Businesses owed money by Alaska Dispatch News had a chance to personally question owner Alice Rogoff about the company's financial situation in federal bankruptcy court in Anchorage on Thursday.
The "meeting of the creditors" marked the first time since ADN filed for Chapter 11 bankruptcy protection on Aug. 12 that Rogoff has appeared in court. She previously had testified by phone.
Meanwhile, after questioning by a reporter, ADN bankruptcy attorney Cabot Christianson said a new group of potential buyers of the newspaper and digital news site had traveled to Alaska to investigate the operation ahead of a scheduled auction of assets Monday.
Many details about the identity of the members of the group and their level of interest remained unclear.
The Binkley family of Fairbanks stepped in as potential buyers in August. They have been running the paper's daily operations through bankruptcy, though they still could be outbid at an auction scheduled for Monday.
On Thursday, roughly 25 people ranging from attorneys representing major creditors to a fedora-wearing blogger gathered in the downtown Anchorage federal bankruptcy court on Fourth Avenue for the creditors' hearing.
Such meetings are a routine part of bankruptcy cases, allowing businesses which say they are owed money to ask the debtor about assets and liabilities, under oath, Christianson said. Rogoff and ADN finance director Erin Austin testified sitting side by side. A U.S. Bankruptcy Court trustee, Kathryn Perkins, presided.
GCI, Northrim Bank and other businesses that together are owed millions by ADN questioned Rogoff through attorneys.
Rogoff said the bankruptcy filing was "a combination of a lot of adverse financial conditions."
GCI's move to evict ADN from the GCI building on Northway Drive, where it has been printing the newspaper on an old Anchorage Daily News press, pushed the decision, she said.
The questions also shed light on how the personal wealth of Rogoff — her husband, David Rubenstein, is a billionaire — paid for ADN's operations.
Austin testified that Rogoff was willing to personally funnel her money into ADN, which was operating at a loss.
"We'd let her know shortfalls and she'd transfer money into the account," she said.
The questioning did not lead to any revelations about the source of Rogoff's wealth. When asked about her "marital settlement agreement" and its value, she declined to answer.
"I'd rather not," she said. "It's personal."

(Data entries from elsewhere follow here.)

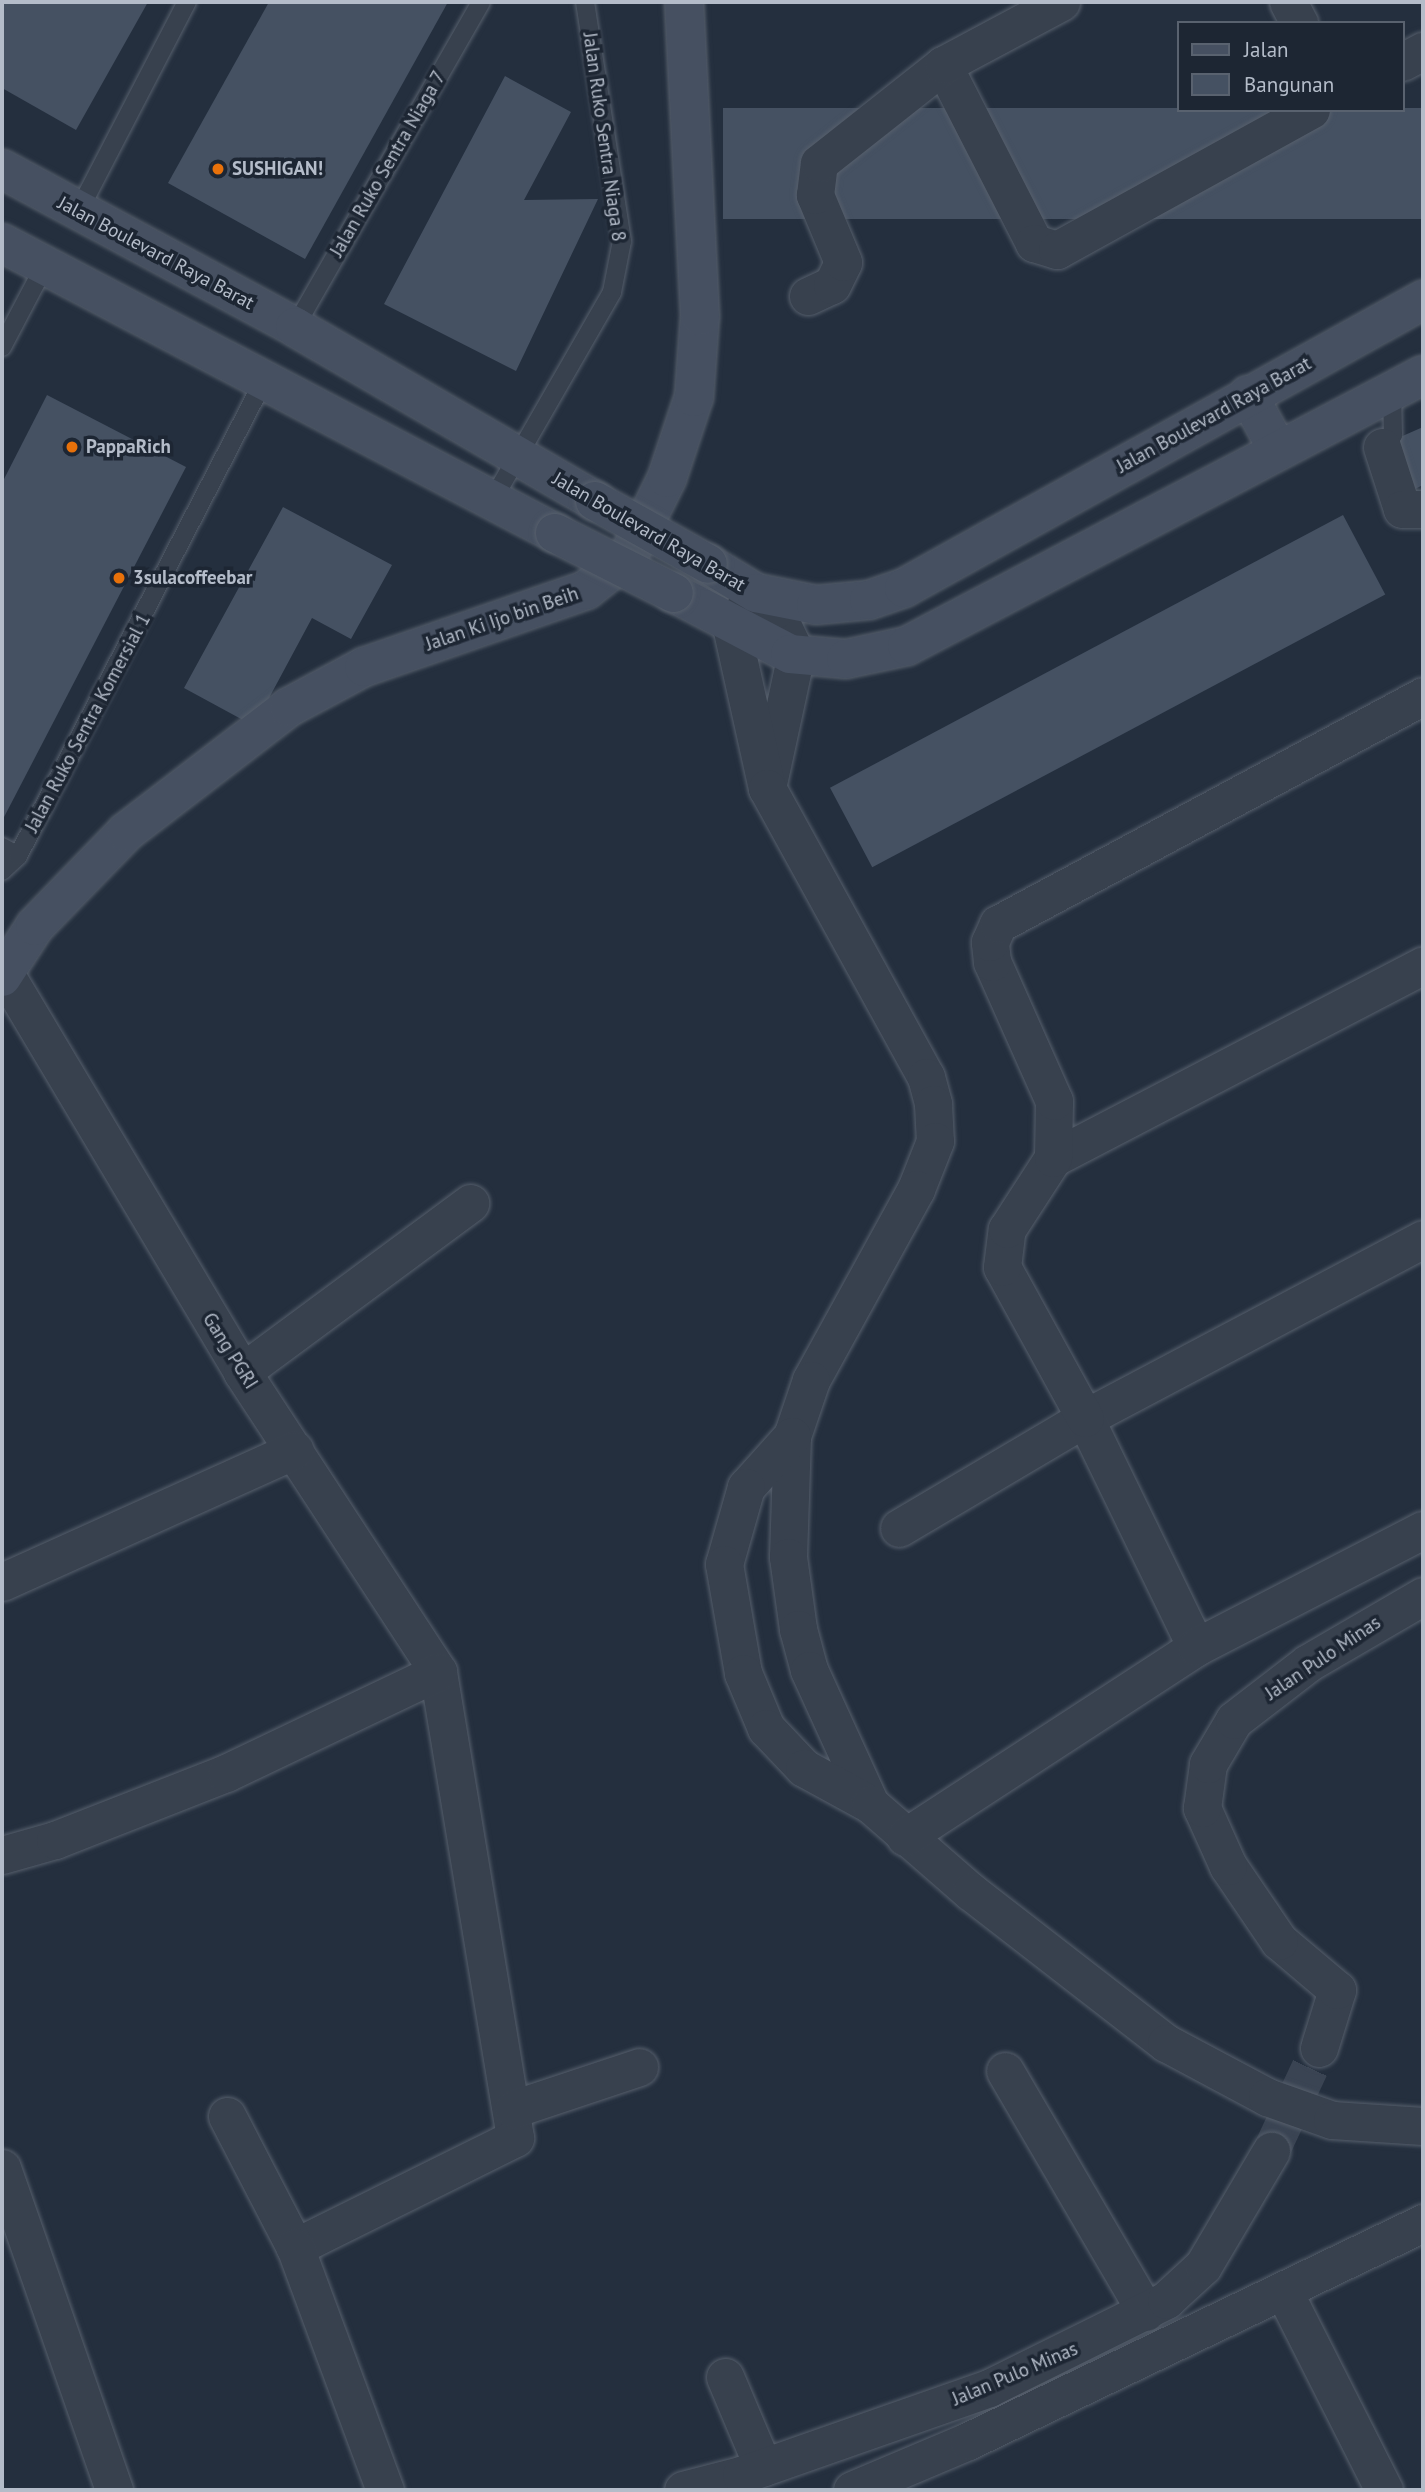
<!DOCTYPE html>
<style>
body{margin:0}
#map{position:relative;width:1425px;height:2492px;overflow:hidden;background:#242f3e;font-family:"PT Sans",sans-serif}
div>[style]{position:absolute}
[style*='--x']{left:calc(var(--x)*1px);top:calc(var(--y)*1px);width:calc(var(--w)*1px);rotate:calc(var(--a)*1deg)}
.building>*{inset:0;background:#455162;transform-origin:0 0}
.street-tunnel>*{height:37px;margin-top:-18.5px;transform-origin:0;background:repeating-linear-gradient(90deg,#3a4453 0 37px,transparent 0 55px)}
.roads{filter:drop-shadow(0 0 2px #565f6c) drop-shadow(0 0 2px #565f6c)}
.lane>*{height:18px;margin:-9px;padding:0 9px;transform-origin:9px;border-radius:9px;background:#38414e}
.street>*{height:37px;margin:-18.5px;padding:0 18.5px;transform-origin:18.5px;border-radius:18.5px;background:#38414e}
.secondary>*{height:38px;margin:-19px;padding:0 19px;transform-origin:19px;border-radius:19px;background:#465061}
.bridges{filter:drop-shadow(0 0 2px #565f6c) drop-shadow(0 0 2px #565f6c)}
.secondary-bridge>*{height:38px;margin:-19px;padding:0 19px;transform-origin:19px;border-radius:19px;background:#465061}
.dots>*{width:19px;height:19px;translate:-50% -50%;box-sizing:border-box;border:4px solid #1d2633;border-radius:50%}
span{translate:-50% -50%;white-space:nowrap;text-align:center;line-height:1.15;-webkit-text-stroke:7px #1d2633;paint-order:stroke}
.street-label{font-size:19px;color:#b4bcc9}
.poi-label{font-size:19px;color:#b4bcc9;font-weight:700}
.left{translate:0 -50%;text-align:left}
.frame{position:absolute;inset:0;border:4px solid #b4bcc9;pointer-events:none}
.legend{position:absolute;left:1177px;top:21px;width:228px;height:91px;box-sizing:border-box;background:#1d2633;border:2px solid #59626f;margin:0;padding:9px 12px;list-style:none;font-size:21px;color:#b4bcc9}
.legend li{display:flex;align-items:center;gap:14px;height:35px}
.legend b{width:35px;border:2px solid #59626f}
</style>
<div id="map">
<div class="building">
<i style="clip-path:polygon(2px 2px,148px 2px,76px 130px,2px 88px)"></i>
<i style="clip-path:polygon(269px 2px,448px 2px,305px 259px,168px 183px)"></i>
<i style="clip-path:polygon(505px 76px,571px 112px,524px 200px,598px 199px,516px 371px,384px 304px)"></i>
<i style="left:1423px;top:108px;width:111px;height:700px;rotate:90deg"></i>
<i style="clip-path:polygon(47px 395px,186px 467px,2px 821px,2px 483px)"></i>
<i style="clip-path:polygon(1423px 427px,1423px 485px,1415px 489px,1398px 438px)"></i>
<i style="clip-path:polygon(283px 507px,392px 565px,351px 639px,312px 618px,254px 726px,184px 688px)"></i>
<i style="left:1343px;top:515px;width:90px;height:581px;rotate:62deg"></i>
</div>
<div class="street-tunnel">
<i style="--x:1271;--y:2151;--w:114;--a:-65"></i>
</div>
<div class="roads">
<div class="lane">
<i style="--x:78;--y:212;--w:237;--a:-62.6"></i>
<i style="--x:295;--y:327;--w:374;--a:-60.2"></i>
<i style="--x:2;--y:347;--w:90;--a:-62.3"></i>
<i style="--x:1382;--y:447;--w:16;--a:-47"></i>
<i style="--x:1393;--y:435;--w:43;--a:-91.3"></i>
<i style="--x:492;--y:501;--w:241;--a:-60.1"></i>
<i style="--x:612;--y:292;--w:52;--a:-78.9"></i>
<i style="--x:622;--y:241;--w:242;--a:-98.8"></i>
<i style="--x:2;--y:847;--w:18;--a:29"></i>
<i style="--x:2;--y:871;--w:22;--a:-43"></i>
<i style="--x:18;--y:856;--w:531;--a:-62.66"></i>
</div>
<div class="street">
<i style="--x:1288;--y:2;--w:24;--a:62"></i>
<i style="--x:1402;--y:62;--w:24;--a:-28"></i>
<i style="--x:943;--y:65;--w:200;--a:62.9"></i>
<i style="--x:1034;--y:243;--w:24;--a:17"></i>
<i style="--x:1057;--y:250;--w:290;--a:-28.9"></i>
<i style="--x:808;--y:296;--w:26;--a:-25"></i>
<i style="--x:832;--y:285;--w:25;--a:-64"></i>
<i style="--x:843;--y:262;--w:73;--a:-112.7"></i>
<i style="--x:815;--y:195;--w:32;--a:-83"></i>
<i style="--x:819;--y:163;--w:158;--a:-38.3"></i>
<i style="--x:943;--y:65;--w:134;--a:-28.1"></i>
<i style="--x:1382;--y:447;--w:65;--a:72.1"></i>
<i style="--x:1402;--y:509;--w:21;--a:0"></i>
<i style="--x:767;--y:788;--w:137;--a:-77.8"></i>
<i style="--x:796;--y:654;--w:49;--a:-115.5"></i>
<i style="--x:775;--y:610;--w:25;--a:-138"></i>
<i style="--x:756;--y:593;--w:41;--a:127.1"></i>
<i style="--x:731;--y:626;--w:166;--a:77.5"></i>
<i style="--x:767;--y:788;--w:330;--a:61.2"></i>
<i style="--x:926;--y:1077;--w:28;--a:75"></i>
<i style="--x:933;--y:1104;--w:37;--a:87"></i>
<i style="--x:935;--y:1141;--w:52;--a:111.6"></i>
<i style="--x:916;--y:1189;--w:218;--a:118.8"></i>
<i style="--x:811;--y:1380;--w:59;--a:108.7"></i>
<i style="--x:792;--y:1436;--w:121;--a:91.9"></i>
<i style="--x:788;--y:1557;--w:73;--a:82.1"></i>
<i style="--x:798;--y:1629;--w:42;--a:75"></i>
<i style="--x:809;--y:1670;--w:147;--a:65.5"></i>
<i style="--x:4;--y:972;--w:465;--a:59.2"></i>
<i style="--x:242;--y:1372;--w:358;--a:56.8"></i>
<i style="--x:438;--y:1672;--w:472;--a:80.6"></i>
<i style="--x:515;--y:2138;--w:246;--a:153.6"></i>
<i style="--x:1053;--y:1158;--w:417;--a:-27.5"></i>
<i style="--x:242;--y:1372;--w:284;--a:-36.5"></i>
<i style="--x:792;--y:1436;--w:69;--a:132"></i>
<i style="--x:746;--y:1487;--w:80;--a:105.9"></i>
<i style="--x:724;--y:1564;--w:111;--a:80.1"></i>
<i style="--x:743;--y:1673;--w:60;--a:67.3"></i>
<i style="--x:766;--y:1728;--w:55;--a:46.5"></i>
<i style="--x:804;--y:1768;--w:75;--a:28.6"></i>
<i style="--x:870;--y:1804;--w:134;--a:41.1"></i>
<i style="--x:971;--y:1892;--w:247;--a:37.8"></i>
<i style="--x:1166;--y:2043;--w:115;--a:28.1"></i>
<i style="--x:1267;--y:2097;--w:69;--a:19.5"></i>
<i style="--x:1332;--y:2120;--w:91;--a:3.8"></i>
<i style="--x:899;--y:1528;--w:216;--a:-30.6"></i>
<i style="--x:1085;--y:1418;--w:382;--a:-27.9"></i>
<i style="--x:2;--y:1582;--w:321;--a:-24.3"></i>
<i style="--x:1196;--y:1647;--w:254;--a:-115.9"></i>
<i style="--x:1085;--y:1418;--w:172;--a:-118.8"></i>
<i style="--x:1002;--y:1267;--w:38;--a:-83"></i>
<i style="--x:1007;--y:1229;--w:85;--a:-57.1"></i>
<i style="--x:1053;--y:1158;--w:57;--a:-89"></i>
<i style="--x:1054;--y:1101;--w:152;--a:-114"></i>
<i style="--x:992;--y:962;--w:20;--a:-96"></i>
<i style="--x:990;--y:942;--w:20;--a:-66"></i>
<i style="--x:998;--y:924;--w:482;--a:-28.2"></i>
<i style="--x:905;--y:1837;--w:348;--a:-33.1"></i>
<i style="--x:1196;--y:1647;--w:255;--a:-27.3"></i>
<i style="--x:2;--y:1855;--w:55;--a:-15.8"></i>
<i style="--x:55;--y:1840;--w:184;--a:-21.4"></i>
<i style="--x:226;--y:1773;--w:235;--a:-25.5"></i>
<i style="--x:1319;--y:2048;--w:61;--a:-72.8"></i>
<i style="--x:1337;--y:1990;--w:76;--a:-139.8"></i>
<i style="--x:1279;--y:1941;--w:91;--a:-124.2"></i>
<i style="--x:1228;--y:1866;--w:64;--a:-114.1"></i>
<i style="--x:1202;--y:1808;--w:44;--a:-82.2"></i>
<i style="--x:1208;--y:1764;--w:51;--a:-59.4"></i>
<i style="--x:1234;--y:1720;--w:93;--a:-37.6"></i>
<i style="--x:1308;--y:1663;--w:133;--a:-30.2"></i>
<i style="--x:1005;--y:2071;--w:279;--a:59.7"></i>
<i style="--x:513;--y:2109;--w:133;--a:-18.4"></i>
<i style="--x:227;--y:2116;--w:148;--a:62.6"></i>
<i style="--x:295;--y:2247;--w:259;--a:69.7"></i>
<i style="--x:2;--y:2168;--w:341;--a:70.8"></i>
<i style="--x:1284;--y:2292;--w:222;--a:63.2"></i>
<i style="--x:725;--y:2377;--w:98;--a:67.1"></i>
<i style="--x:683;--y:2490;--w:60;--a:-14.5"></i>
<i style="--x:741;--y:2475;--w:263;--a:-19.3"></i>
<i style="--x:989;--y:2388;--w:198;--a:-26.4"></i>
<i style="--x:1166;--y:2300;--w:50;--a:-42.6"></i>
<i style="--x:1203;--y:2266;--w:134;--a:-59.4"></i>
<i style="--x:852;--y:2490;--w:126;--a:-22.9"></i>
<i style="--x:968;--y:2441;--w:505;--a:-25.6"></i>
</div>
<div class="secondary">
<i style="--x:2;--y:169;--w:333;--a:28.3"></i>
<i style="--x:295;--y:327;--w:347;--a:30.1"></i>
<i style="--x:2;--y:243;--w:624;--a:27.67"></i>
<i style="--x:1248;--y:395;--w:63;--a:61.4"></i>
<i style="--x:708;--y:564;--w:56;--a:31.1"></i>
<i style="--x:756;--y:593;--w:61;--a:11.3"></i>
<i style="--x:816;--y:605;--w:53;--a:-5.4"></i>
<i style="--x:869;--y:600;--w:37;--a:-19"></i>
<i style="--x:904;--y:588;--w:594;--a:-29.03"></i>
<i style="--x:674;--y:593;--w:131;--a:27.7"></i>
<i style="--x:790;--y:654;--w:56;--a:5.1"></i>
<i style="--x:846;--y:659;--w:62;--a:-12"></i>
<i style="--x:907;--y:646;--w:583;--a:-27.71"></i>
<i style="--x:2;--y:977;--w:61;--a:-57.1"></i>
<i style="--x:35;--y:926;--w:131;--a:-45.9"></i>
<i style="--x:126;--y:832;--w:205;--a:-37.5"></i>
<i style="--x:289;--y:707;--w:85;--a:-28.1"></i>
<i style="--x:364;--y:667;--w:235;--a:-19.1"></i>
<i style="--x:586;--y:590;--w:53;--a:-38.2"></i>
<i style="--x:628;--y:557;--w:88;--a:-63.7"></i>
<i style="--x:667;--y:478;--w:85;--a:-71.6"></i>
<i style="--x:694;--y:397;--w:81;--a:-85.8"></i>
<i style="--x:700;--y:316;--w:314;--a:-92.9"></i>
</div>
</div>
<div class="bridges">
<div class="secondary-bridge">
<i style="--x:595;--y:501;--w:129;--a:29.1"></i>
<i style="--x:555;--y:533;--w:133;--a:26.8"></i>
</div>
</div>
<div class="dots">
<i style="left:218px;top:169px;background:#e8710a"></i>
<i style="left:72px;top:447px;background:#e8710a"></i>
<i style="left:119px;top:578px;background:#e8710a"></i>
</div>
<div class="street-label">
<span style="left:604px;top:137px;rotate:82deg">Jalan Ruko Sentra Niaga 8</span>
<span style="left:388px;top:164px;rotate:-60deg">Jalan Ruko Sentra Niaga 7</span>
<span style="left:156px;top:253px;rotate:28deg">Jalan Boulevard Raya Barat</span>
<span style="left:1214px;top:415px;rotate:-29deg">Jalan Boulevard Raya Barat</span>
<span style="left:649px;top:532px;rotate:30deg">Jalan Boulevard Raya Barat</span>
<span style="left:502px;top:619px;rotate:-19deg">Jalan Ki Ijo bin Beih</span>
<span style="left:88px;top:723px;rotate:-62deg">Jalan Ruko Sentra Komersial 1</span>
<span style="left:230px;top:1351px;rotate:58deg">Gang PGRI</span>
<span style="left:1323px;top:1658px;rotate:-34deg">Jalan Pulo Minas</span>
<span style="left:1015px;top:2374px;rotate:-23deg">Jalan Pulo Minas</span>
</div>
<div class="poi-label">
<span class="left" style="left:232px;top:169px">SUSHIGAN!</span>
<span class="left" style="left:86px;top:447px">PappaRich</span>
<span class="left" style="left:133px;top:578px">3sulacoffeebar</span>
</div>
<div class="frame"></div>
<ul class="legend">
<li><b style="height:9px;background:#465061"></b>Jalan</li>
<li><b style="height:19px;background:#455162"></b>Bangunan</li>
</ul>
</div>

Mark Miller, owner of M&M Wiring Service, which is embroiled in a separate legal dispute over electrical work done at a planned Arctic Boulevard printing plant for ADN, pressed Rogoff about how much money the newspaper was losing during the time his company started work on what was supposed to be a major renovation of a property on Arctic Boulevard to house a new press.
Was the ADN making money at the time? Miller asked.
"No, but we weren't expecting to," Rogoff answered.
The talk about a second possible buyer involved a group represented by a Canadian newspaper investor.
Christianson, the bankruptcy attorney, said he knew of a group from Vancouver, British Columbia, that had traveled to Alaska to investigate buying the newspaper at auction.
He said he believed the same group bid on the Fairbanks Daily News-Miner when it was for sale a few years ago.
The group's representative in Anchorage was identified as Steven Malkowich, a Canadian newspaper executive.
Malkowich is associated with an investor group or groups that have purchased newspapers in the United States and Canada, including two California operations: the Lodi News-Sentinel in 2015 and the Antelope Valley Press this year.
Anchorage bankruptcy attorney David Bundy said he represents a client who has traveled to Anchorage to explore buying the newspaper.
"He has been talking to various people regarding the possibility of buying it," Bundy said. "I have no decision to tell you about."
Bundy wouldn't name the client.
Though Christianson has proposed rules of the auction that would require another bidder to put up $1 million in earnest money in advance, a judge has not yet ruled on that proposal.
"Right now I'm not sure anybody who wants to bid is required to do anything other than show up on Monday and bid," Bundy said.
The Binkley family said they were aware of a potential competing buyer but knew few details.
"We assume there will be another bidder. We knew all along that was a possibility," said Ryan Binkley, speaking outside the courtroom after the hearing. "We're hearing somebody else has conducted some due diligence, and rightly so."
The auction will happen at a hearing scheduled for Monday morning.